The basic ID format is as follows:
- ",N" denotes an entry ID while "_N" denotes a definition/subdefinition.
- word,3_2_1 means the 1st subdefinition of the 2nd definition of the 3rd entry for "word". The comma denotes that the first number is an entry ID.
- word_3_2 means the 2nd subdefinition of the 3rd definition for "word". There is no comma since the word does not have multiple entries.
- "word,1_9: word 'particle", refers to the MWE listed under the 1st definition of "word" at the 9th subdefinition.
- Some words have _0 as their definition ID. It seems likely that this is due to some words not having definitions at the time DanNet was created.
The multi-word expressions of a word are listed after the word's definitions. The MWE IDs increment from the last definition ID, although in the ordnet.dk user interface they each have their own set of definitions, each beginning at 1. and so on. In the old DanNet labels they are not always consistent, e.g. {skramme,1_1_1} refers to the specific subdefinition while {bryde,1_16: bryde 'op} appears twice, referring to separate subdefinitions.
A single ' appears to mark the added words in a multi-word expression aside from the root word, e.g. "bygge 'om". Sometimes two adjacent '' will appear. This occurs because the ' is also used as a marker on ordnet.dk, e.g. "holde ''fast" in the bootstrap data and "holde 'fast" on ordnet. I am currently unsure what the meaning of the marker is. It has the CSS class "diskret" however that just refers to the greyish styling. Sanni Nimb has said that it is used to mark stress on the syllable, however that use appears to be very inconsistent on ordnet.dk.
The new format will be as follows:
- A single _ is used to denote subscript and the full ID of the word.
- The § sign marks the section ID.
- An optional N before the § is used to denote an entry ID if available.
- 1a is used to denote the subdefinition previously defined by _1_1.
- In MWEs, the ID is moved to the relevant word in the MWE and the part before the : is removed entirely along with the :. 's are also removed. Thus {word,1_8_2: word 'particle} becomes {word_1§8b particle} and {word_1_5} becomes {word_§1e}
- Definition id _0 is removed entirely from the label.

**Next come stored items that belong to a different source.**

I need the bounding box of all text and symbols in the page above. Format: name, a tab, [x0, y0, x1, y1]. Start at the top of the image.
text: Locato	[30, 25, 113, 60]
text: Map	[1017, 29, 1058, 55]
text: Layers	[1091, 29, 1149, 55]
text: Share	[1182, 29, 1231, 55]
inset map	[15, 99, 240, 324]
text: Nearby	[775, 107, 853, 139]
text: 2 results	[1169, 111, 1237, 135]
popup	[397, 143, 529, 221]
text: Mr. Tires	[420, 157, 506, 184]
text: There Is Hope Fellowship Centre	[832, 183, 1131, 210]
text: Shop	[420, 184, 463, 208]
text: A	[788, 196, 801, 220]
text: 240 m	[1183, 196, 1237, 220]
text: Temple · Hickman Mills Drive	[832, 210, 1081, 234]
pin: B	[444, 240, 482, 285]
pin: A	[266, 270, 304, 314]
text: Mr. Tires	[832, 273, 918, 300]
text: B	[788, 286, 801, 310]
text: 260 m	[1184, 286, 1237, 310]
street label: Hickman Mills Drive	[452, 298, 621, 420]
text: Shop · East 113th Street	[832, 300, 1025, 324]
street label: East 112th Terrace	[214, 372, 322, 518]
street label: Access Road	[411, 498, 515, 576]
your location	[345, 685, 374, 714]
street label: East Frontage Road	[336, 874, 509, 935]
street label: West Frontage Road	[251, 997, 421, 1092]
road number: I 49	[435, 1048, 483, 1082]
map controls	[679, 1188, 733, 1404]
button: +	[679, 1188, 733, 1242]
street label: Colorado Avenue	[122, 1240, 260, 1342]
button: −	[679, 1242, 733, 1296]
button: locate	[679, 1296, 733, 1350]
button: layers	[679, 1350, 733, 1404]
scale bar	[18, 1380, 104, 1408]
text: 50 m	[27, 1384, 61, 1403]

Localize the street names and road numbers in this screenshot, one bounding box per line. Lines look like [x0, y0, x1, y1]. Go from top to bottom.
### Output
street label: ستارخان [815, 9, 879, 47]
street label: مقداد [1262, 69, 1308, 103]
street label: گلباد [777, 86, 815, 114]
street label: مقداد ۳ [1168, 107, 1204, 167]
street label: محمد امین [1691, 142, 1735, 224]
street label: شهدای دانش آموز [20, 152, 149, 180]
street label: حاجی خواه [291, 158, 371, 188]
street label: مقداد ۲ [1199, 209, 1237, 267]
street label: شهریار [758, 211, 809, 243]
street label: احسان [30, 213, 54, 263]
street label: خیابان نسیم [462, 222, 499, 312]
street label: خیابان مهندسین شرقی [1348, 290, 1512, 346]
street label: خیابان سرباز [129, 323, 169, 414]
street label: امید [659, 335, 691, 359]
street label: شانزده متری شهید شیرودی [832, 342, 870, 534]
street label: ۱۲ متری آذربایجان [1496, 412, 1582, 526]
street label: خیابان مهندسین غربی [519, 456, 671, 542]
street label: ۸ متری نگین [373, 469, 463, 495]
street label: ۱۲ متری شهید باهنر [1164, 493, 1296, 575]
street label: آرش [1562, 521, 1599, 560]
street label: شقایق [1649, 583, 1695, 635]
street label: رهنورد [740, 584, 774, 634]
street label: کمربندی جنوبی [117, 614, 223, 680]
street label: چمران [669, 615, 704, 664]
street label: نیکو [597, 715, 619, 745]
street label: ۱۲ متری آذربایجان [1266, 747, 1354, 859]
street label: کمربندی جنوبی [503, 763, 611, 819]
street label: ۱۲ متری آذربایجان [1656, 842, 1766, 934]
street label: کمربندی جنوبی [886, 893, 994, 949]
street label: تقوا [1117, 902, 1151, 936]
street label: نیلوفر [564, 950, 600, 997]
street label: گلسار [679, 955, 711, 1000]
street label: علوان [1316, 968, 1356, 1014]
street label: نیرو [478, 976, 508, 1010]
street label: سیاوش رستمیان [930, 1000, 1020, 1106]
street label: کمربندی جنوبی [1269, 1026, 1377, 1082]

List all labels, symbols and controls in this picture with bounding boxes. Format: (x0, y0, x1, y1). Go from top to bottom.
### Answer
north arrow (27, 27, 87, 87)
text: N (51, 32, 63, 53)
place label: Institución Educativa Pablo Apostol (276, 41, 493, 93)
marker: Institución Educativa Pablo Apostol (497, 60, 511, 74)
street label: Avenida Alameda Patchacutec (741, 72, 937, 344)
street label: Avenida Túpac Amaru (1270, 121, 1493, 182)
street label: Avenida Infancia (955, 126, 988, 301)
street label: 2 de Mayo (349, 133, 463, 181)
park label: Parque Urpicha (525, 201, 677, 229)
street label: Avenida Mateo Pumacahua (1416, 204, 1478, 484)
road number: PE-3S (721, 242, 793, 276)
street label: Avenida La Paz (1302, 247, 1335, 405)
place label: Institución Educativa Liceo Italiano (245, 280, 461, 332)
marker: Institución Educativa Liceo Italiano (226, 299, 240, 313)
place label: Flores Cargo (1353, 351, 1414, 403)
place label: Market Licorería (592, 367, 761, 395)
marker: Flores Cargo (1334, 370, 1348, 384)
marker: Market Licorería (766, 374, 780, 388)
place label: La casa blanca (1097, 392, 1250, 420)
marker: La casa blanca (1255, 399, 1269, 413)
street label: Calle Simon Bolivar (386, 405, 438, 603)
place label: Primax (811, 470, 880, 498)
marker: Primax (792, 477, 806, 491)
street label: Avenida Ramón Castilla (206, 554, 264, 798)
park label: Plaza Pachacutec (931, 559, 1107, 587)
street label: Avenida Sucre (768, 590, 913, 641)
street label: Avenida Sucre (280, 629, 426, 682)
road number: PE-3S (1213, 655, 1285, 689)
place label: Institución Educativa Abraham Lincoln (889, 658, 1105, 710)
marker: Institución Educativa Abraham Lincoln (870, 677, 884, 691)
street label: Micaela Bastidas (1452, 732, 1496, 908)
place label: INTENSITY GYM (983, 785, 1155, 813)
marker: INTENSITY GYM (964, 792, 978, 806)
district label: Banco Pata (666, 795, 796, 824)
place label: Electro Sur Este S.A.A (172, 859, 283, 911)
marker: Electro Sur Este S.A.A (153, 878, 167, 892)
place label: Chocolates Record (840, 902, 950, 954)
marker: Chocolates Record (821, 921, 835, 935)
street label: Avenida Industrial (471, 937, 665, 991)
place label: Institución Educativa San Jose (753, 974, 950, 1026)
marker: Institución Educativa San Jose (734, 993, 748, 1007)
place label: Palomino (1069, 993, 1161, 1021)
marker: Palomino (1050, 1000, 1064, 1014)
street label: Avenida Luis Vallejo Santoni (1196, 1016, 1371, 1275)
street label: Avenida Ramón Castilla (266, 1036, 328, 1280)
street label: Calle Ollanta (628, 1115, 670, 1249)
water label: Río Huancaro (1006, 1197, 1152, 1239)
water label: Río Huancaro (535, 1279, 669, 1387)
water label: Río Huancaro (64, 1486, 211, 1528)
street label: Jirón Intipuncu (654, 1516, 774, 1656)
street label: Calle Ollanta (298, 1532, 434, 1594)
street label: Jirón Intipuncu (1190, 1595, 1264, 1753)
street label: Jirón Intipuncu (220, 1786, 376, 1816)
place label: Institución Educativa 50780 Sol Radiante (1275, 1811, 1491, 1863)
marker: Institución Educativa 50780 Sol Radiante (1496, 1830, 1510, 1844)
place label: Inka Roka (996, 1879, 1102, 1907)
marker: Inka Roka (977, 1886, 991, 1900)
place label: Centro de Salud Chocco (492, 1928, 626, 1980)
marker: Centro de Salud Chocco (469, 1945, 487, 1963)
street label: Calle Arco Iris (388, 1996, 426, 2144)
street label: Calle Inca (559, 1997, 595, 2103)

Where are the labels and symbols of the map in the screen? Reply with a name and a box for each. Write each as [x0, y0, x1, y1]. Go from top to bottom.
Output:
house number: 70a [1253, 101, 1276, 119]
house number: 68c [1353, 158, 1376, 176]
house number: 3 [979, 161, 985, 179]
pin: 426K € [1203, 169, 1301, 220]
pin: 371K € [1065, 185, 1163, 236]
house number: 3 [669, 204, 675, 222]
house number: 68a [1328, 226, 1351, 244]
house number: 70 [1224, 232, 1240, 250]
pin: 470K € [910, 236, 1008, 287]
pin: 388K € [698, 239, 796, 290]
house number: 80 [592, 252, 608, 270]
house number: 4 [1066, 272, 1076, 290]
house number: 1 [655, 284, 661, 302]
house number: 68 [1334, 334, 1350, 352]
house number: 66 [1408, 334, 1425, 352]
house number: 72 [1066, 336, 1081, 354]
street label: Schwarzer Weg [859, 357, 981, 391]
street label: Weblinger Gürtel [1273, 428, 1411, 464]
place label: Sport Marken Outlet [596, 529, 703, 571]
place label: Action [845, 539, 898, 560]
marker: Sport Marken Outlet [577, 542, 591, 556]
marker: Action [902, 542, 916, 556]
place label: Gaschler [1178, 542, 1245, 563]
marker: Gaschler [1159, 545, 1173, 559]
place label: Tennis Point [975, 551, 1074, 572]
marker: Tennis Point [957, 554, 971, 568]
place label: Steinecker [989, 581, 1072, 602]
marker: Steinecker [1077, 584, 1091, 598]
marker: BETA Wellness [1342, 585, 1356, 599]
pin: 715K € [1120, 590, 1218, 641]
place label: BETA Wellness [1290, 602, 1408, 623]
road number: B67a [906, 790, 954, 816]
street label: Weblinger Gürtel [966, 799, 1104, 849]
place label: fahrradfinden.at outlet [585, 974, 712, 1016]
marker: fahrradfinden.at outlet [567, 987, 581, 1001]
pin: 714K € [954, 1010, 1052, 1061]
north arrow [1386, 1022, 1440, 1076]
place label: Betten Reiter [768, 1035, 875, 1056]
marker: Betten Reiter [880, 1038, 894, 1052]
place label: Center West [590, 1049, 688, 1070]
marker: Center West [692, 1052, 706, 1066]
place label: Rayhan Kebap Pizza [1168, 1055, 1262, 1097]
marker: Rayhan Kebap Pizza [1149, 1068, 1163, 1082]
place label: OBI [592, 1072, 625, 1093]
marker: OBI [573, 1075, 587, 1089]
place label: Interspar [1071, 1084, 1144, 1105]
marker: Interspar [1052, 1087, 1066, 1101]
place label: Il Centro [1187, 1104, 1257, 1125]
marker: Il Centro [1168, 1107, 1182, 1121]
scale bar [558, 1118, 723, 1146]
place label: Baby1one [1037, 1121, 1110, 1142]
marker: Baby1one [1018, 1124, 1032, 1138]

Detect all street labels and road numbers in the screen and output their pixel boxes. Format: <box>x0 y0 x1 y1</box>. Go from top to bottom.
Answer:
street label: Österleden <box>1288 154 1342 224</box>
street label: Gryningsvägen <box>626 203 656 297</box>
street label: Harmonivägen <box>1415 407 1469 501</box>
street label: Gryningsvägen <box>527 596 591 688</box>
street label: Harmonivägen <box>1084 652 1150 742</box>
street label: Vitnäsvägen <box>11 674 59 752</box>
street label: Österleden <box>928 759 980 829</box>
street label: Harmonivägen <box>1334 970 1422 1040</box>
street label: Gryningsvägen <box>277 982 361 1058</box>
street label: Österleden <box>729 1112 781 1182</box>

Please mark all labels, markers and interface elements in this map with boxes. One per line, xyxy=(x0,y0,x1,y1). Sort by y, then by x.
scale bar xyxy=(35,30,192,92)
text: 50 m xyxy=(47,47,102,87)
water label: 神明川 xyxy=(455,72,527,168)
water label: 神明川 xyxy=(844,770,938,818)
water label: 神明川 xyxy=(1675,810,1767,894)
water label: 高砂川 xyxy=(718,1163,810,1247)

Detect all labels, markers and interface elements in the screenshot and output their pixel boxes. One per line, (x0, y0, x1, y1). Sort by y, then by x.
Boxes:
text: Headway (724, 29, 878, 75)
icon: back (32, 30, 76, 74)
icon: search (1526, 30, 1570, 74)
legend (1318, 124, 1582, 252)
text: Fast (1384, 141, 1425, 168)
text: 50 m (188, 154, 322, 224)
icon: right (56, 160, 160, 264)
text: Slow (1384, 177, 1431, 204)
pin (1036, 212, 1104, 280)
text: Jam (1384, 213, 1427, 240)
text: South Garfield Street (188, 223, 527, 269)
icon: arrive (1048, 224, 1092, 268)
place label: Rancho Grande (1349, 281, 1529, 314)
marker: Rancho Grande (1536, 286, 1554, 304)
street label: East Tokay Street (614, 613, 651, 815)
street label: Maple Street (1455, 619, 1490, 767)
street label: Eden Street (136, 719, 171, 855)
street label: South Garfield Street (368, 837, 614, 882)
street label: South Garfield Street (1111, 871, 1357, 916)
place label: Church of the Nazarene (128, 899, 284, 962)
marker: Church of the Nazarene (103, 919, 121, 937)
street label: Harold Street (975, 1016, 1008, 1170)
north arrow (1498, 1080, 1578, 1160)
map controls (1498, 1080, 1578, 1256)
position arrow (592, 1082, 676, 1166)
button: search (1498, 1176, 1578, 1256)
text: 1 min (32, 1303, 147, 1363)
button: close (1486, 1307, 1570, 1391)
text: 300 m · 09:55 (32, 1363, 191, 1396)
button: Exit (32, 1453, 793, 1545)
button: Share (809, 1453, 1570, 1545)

This makes the connection to ordnet.dk a bit more apparent.
In addition to what has been mentioned above, the new label format also has (N) added in cases where senses were previously reused for multiple synsets. Senses should be unique to a single synset, so in cases of synsets intersection, the sense IDs and corresponding labels have been enumerated with 1, 2, 3, ... represented in the sense label as an affixed (N).